Principle: Whenever you serve others, RUN!

That principle guided much of my work life for several years, especially whenever customer service was involved. Anyone who had a need was served as quickly as possible because they were the most highly valued person on earth at that moment. While that is a wonderful principle for service, the methodology needs some tweaking for those serving in ministry.

Much of the service of a ministerial leader is built upon the spiritual health of the leader. The better their connection with the Divine, the more authentic the service they provide. This is true for more than professional clergy; it applies to all those who serve others in God’s name and is easily applied to all who serve in caring capacities.

The key to offering relevant service is in how we serve, not necessarily how fast. Pastors can tell you that if they “run” every time someone in their congregation needs some form of pastoral care, they will burn out sooner than later. Yes, there are times when running is appropriate, but to do so as a regular practice often comes from an unhealthy sense of duty, as if you are being graded by your speed. When this occurs, it’s as if you are serving God because of a debt.

You do not owe God anything.

The best way to serve one another is not to see how quickly you can react, but how authentically you can respond. If leaders are to be true vessels for the Lord, then we must do what it takes to ensure we are being filled. Cars don’t get far on empty tanks (or batteries, tipping the cap to electric tech here). Leaders do not serve effectively when drained.

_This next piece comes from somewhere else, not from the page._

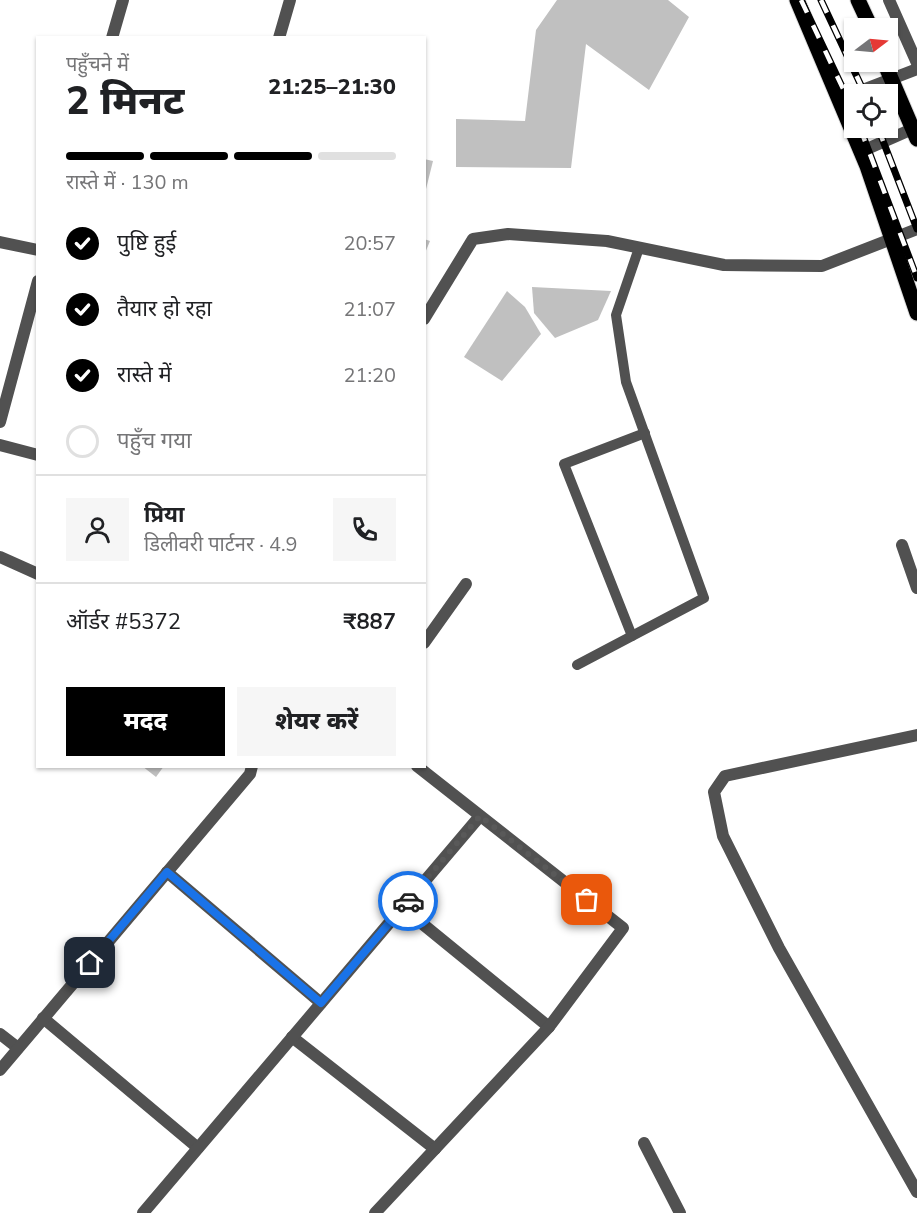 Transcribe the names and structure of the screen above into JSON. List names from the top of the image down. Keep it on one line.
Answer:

Lead from your strong connection with God. Do everything it takes to tap into the strength God gives you because of how you relate with God. Your connection is uniquely yours, so do whatever practices work best for you, be it meditation, prayer, Scripture/Lectio, silence, etc. Whatever it is that best fills you with the Presence, allow God’s love to flow through you. This is done with great joy because you know that what you are sharing is God’s gift of love for everyone in your path.

The best service you can offer to others comes from overflow and not obligation.